EU=ヨーロッパ連合のヨーロッパ議会は、人権擁護に貢献した人に贈る「サハロフ賞」のことしの受賞者に、中国の少数民族 ウイグル族の権利擁護を訴え、現在中国国内で服役しているイリハム・トフティ氏を選んだと発表しました。
「サハロフ賞」はノーベル賞を受賞した旧ソビエトの物理学者のアンドレイ・サハロフ氏にちなんで、ヨーロッパ議会が人権擁護に貢献した個人や団体に毎年贈っているものです。
ヨーロッパ議会のサッソーリ議長は24日、ことしの受賞者に中国の少数民族、ウイグル族の研究者 イリハム・トフティ氏を選んだと発表しました。

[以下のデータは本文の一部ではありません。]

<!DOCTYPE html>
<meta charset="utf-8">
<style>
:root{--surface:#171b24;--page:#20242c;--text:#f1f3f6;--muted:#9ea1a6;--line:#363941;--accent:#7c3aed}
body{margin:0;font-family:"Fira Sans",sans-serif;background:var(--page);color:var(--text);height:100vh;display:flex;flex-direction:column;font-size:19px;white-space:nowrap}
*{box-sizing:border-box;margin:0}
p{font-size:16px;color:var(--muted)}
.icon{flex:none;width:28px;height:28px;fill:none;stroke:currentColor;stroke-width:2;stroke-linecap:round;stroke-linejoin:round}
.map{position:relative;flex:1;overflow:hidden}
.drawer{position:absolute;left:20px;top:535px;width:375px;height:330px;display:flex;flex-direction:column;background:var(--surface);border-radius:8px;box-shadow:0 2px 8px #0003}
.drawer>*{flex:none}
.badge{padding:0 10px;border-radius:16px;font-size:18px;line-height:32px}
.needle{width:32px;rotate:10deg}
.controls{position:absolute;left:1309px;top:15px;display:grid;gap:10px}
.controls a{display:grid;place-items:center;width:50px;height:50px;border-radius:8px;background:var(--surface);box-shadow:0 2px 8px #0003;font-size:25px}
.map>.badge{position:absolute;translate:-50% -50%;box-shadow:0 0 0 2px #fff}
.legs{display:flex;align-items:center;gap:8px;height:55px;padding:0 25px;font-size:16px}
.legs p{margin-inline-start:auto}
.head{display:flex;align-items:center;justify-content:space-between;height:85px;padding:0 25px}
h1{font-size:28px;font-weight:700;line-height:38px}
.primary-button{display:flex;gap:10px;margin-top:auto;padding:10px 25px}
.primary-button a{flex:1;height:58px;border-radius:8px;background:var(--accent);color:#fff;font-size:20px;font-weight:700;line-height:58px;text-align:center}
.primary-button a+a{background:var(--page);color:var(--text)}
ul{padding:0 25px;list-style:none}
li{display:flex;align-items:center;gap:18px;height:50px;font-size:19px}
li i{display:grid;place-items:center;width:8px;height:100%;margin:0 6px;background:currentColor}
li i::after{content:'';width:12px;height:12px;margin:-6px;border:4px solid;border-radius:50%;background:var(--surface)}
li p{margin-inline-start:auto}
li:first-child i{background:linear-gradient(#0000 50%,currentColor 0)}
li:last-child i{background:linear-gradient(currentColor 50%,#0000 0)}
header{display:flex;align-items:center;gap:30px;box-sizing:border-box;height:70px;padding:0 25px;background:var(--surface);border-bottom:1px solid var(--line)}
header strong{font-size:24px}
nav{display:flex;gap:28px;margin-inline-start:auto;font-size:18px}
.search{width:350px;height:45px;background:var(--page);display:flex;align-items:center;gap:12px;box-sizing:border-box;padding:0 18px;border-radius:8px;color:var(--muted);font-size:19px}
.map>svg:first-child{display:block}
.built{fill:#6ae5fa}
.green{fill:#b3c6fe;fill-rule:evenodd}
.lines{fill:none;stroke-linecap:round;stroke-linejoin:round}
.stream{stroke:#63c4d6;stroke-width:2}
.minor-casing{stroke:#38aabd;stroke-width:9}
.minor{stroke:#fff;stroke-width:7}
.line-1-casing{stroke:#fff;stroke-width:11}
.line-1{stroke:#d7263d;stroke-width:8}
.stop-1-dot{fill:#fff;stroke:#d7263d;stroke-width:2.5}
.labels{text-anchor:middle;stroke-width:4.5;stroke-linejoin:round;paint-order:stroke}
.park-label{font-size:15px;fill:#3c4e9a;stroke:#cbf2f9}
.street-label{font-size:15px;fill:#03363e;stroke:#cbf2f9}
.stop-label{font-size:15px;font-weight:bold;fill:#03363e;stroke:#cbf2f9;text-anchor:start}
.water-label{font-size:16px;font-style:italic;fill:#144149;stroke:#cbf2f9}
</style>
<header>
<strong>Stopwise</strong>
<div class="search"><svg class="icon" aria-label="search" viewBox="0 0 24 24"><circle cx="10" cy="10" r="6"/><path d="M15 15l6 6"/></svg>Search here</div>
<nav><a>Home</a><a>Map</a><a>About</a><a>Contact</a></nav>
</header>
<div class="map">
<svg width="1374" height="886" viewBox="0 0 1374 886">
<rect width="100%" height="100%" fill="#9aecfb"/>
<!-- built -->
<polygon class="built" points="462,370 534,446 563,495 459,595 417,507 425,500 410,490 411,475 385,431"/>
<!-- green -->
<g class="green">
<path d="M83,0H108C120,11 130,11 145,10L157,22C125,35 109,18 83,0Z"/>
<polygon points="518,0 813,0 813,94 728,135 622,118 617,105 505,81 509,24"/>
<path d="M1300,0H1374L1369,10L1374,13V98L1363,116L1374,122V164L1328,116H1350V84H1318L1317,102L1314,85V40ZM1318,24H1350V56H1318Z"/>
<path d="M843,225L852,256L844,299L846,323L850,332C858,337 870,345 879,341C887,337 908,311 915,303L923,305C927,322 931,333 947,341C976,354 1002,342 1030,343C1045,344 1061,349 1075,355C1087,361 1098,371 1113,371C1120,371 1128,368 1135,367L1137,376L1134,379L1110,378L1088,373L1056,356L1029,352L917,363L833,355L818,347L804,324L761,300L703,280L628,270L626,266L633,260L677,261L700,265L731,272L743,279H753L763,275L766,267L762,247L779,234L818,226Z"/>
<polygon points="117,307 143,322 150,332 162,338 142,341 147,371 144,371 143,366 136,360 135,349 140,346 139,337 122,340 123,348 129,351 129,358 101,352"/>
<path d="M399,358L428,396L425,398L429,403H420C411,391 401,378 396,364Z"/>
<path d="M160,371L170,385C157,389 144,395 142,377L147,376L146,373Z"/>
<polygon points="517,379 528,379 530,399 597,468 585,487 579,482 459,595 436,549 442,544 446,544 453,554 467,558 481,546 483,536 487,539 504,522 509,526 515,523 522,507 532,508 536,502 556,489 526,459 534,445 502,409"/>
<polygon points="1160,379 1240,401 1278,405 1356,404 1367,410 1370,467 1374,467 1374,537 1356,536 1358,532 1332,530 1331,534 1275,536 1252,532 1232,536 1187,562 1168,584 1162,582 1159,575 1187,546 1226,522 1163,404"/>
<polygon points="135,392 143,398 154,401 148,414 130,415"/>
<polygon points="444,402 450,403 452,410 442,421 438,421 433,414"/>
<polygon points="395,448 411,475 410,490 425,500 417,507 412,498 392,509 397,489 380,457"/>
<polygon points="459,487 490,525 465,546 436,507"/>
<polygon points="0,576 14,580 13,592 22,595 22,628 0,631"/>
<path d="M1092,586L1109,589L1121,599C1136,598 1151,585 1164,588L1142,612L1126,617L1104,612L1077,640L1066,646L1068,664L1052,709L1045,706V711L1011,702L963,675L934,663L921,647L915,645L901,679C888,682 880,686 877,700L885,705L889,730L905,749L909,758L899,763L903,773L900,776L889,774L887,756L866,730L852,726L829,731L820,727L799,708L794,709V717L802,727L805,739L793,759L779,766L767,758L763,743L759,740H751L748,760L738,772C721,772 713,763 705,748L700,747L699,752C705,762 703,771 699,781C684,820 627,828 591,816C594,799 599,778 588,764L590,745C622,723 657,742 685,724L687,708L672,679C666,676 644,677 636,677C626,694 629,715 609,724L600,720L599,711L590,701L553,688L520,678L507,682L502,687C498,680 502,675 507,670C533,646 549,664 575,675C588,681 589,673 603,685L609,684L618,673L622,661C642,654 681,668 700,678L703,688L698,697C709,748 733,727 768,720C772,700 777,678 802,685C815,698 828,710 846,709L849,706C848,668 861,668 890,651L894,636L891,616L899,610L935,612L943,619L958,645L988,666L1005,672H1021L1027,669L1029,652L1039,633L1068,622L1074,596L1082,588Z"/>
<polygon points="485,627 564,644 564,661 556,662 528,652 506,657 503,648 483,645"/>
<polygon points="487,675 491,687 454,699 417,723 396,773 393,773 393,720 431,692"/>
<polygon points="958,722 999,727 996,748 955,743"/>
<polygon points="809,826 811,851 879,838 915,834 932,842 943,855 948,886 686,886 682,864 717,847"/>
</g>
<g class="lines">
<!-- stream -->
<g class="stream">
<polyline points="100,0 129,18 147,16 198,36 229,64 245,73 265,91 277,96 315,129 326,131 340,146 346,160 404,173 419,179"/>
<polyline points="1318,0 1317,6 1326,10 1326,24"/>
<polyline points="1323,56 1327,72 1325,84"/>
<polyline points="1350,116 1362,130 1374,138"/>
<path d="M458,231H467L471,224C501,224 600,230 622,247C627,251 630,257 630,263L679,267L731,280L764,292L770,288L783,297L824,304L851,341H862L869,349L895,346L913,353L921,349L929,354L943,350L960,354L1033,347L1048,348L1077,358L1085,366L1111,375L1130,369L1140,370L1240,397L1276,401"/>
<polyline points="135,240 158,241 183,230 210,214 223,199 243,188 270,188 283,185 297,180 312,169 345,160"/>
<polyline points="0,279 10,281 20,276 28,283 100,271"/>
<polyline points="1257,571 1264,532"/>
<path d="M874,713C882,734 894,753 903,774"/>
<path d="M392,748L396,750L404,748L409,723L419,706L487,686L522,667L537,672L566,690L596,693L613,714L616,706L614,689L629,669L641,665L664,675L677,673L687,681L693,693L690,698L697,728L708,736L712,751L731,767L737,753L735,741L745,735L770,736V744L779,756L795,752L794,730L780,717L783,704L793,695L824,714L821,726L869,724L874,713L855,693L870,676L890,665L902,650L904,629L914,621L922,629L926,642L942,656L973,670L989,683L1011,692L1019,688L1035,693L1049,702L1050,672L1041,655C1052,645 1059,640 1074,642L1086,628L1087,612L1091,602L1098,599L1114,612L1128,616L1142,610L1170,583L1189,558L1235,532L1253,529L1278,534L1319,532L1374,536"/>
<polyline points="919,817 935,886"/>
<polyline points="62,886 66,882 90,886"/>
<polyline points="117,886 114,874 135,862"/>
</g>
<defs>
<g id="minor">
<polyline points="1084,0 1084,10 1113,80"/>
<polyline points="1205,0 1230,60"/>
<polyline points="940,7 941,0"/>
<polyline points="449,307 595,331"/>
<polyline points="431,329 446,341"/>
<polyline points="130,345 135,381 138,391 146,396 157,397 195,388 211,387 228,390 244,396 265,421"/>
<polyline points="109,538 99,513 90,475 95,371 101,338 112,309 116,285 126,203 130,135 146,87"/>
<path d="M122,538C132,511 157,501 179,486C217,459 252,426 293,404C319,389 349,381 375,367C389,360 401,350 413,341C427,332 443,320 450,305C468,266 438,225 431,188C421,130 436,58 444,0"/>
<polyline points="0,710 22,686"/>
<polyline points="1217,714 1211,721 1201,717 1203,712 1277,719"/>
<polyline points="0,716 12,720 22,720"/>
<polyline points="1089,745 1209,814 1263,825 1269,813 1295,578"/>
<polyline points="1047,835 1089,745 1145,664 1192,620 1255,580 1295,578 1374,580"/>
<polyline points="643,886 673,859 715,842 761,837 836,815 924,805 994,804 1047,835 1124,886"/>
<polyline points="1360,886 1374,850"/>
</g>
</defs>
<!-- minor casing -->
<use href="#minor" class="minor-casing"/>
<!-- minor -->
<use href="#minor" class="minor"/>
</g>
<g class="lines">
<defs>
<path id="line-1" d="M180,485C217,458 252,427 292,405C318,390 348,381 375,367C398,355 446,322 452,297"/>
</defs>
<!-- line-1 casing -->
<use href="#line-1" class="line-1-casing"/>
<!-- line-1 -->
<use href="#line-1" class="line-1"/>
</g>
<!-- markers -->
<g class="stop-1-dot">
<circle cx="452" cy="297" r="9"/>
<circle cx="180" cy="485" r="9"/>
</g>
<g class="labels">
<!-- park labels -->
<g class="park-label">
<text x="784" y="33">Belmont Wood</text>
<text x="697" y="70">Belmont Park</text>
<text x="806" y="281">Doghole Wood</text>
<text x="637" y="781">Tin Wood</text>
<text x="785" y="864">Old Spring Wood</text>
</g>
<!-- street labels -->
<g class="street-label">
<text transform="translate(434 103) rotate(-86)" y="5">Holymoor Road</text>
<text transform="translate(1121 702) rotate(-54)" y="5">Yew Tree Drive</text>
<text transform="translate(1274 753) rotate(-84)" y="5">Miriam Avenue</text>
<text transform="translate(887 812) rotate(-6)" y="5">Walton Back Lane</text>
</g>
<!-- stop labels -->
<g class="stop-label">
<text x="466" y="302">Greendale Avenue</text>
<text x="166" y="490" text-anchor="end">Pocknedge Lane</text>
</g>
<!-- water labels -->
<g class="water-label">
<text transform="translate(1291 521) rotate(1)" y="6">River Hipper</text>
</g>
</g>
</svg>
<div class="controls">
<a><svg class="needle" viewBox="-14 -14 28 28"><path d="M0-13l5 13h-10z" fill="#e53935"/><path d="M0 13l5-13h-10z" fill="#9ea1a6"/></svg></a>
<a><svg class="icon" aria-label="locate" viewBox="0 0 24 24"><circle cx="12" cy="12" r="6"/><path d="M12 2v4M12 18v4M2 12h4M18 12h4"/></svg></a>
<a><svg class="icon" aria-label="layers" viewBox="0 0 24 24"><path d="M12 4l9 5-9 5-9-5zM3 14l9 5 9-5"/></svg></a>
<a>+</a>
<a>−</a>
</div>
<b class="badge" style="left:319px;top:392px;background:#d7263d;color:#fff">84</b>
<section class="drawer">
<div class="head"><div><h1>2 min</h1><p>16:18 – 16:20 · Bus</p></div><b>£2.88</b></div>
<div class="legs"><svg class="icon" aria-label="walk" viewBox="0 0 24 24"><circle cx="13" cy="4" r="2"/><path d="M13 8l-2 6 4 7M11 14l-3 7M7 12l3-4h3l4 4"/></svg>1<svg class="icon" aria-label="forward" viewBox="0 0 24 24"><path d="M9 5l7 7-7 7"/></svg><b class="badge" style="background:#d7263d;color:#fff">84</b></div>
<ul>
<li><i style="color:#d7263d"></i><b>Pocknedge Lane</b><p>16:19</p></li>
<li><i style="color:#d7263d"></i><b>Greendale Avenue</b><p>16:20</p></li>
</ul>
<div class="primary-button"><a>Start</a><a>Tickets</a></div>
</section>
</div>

イリハム氏は長年にわたりウイグル族の権利擁護のほか漢族との融和や相互理解を訴え、「テロ対策」という口実でウイグル族への弾圧を強める中国政府の民族政策を厳しく批判していました。
しかし5年前に中国の治安当局に拘束されて国家の分裂を図った罪で無期懲役の判決を受け、現在、服役しています。

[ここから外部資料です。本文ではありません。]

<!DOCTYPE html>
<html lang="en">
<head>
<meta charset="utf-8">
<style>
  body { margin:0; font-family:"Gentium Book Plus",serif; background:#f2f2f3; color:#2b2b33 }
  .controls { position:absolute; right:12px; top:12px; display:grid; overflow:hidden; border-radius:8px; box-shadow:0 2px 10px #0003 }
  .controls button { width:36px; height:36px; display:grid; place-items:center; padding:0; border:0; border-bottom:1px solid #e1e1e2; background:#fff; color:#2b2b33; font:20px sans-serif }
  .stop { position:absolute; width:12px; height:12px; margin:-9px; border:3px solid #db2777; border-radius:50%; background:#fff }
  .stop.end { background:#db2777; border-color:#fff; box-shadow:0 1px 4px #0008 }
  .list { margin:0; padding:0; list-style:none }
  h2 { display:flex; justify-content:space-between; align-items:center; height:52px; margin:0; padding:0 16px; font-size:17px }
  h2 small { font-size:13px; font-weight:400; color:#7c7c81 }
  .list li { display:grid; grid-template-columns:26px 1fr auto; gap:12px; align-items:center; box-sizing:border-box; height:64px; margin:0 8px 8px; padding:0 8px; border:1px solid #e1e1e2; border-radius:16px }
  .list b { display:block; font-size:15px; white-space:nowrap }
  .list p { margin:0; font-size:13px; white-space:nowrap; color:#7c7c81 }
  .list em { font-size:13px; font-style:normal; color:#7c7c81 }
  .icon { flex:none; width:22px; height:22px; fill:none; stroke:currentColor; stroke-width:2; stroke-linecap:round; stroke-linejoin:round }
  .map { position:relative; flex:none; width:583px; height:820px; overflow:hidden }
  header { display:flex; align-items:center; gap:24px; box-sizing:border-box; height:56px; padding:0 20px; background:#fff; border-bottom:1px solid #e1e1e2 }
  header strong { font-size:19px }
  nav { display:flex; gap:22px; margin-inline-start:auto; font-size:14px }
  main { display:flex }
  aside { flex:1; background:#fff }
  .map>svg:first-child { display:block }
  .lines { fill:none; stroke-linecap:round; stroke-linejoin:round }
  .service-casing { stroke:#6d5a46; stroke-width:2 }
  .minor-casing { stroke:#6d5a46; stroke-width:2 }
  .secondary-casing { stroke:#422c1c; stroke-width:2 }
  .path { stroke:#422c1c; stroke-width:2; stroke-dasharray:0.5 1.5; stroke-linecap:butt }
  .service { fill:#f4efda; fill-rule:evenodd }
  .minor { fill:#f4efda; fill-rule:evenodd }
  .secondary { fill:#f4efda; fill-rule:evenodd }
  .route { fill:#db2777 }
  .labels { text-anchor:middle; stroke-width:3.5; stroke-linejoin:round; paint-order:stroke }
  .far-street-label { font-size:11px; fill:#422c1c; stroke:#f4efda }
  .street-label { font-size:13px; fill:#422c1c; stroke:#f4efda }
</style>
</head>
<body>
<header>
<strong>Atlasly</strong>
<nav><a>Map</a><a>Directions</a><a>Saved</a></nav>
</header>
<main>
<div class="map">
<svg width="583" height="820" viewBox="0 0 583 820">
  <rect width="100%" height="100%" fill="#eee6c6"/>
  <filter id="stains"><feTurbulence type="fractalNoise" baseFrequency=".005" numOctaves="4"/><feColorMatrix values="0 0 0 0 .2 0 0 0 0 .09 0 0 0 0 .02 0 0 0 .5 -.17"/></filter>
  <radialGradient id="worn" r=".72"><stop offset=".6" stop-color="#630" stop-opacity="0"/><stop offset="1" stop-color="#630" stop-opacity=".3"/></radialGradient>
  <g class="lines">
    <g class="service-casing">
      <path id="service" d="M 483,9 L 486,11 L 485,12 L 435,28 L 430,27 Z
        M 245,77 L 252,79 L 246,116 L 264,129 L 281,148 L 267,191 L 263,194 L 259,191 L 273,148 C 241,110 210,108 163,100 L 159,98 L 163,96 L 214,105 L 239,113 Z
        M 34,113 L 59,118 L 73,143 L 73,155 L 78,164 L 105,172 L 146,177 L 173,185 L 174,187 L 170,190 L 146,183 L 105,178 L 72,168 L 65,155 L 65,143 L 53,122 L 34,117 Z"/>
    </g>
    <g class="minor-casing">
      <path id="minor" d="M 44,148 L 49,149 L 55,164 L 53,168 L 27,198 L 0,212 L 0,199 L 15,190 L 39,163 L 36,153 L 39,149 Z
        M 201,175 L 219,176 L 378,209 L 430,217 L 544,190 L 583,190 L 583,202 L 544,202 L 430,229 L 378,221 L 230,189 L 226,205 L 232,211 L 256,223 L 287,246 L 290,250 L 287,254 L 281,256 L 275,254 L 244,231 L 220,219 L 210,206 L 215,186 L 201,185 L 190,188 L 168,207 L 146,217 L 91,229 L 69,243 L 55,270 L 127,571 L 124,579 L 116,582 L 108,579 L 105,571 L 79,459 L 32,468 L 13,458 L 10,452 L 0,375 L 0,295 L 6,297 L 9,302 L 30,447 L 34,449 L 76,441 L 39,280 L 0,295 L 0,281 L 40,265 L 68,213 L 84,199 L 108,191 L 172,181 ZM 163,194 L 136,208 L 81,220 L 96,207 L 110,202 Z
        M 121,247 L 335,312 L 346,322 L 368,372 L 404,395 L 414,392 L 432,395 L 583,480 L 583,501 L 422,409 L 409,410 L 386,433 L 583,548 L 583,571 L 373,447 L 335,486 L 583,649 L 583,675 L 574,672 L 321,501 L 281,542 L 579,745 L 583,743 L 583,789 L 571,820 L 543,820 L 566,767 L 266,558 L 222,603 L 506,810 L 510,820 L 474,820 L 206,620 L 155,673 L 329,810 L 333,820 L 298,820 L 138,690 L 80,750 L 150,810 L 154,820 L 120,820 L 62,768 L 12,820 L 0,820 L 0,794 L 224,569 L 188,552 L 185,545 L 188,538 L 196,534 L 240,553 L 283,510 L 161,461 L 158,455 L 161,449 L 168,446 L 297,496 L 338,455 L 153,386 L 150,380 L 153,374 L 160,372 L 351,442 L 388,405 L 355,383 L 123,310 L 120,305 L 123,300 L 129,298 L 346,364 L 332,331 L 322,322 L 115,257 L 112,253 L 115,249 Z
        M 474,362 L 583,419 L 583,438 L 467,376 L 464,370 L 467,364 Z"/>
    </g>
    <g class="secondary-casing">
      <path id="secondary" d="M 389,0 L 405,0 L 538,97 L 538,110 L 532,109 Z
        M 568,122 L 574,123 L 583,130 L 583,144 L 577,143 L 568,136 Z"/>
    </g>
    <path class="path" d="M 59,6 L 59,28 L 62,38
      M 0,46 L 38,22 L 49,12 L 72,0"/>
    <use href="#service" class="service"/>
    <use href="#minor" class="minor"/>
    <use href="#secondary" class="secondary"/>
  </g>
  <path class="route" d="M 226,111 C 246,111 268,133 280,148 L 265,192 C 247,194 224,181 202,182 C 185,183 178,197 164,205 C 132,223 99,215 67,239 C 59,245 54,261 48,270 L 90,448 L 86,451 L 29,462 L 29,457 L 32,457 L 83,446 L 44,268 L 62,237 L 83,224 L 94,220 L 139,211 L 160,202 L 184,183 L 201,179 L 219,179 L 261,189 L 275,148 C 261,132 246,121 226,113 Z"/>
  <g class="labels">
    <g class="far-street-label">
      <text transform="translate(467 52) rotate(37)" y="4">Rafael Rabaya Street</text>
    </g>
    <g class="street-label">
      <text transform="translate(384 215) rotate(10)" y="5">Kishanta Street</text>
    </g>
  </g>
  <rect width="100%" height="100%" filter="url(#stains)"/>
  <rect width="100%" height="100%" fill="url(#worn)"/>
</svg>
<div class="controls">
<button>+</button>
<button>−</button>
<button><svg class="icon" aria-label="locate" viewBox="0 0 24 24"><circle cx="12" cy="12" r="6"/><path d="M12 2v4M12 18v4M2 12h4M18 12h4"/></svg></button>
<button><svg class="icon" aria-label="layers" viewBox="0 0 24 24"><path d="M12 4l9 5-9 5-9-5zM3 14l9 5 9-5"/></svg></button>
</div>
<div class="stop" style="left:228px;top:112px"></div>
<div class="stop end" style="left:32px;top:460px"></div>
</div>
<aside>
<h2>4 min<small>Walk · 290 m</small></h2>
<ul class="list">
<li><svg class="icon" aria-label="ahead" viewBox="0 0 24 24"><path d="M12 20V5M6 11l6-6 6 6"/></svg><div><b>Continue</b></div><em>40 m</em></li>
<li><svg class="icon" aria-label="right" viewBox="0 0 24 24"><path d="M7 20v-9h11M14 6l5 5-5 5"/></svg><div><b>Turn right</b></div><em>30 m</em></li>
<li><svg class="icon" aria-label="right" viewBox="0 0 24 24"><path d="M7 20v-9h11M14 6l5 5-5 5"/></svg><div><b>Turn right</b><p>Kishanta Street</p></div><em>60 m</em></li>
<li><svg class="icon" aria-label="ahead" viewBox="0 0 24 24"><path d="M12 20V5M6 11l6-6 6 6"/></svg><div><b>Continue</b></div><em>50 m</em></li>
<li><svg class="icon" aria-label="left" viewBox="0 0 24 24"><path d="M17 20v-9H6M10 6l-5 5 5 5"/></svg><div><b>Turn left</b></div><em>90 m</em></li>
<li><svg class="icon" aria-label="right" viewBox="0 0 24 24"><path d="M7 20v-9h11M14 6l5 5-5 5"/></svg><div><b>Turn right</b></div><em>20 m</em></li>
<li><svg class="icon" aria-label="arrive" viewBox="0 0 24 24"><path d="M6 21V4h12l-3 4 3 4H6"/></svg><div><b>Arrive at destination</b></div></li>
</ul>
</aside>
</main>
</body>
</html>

サッソーリ議長は「イリハム氏はウイグル族の権利擁護に人生を捧げている」と選考理由を説明したうえで、中国政府に対し、イリハム氏の釈放とウイグル族の権利の尊重を改めて求めました。
イリハム氏をめぐってはアメリカや国際的な人権団体なども釈放を求めていて、アメリカの議員らはイリハム氏をことしのノーベル平和賞の候補に推薦していました。
中国政府は強く反発か
中国政府はまだ公式のコメントを出していませんが、今月上旬、イリハム氏が受賞者の候補になったことについて中国外務省の耿爽報道官は「イリハム氏は過激な暴力やテロを支持する分裂分子であり、取り下げるよう求める」と述べ、授賞に反対する立場を示していました。
そして「いわゆる人権や自由を掲げて過激な暴力やテロを支持する分裂分子を表彰することは犯罪の容認と奨励であり、法治と人権への冒とくと愚弄である」と、強いことばでけん制しており、今回授賞が決まったことで中国政府が強く反発するのは確実と見られます。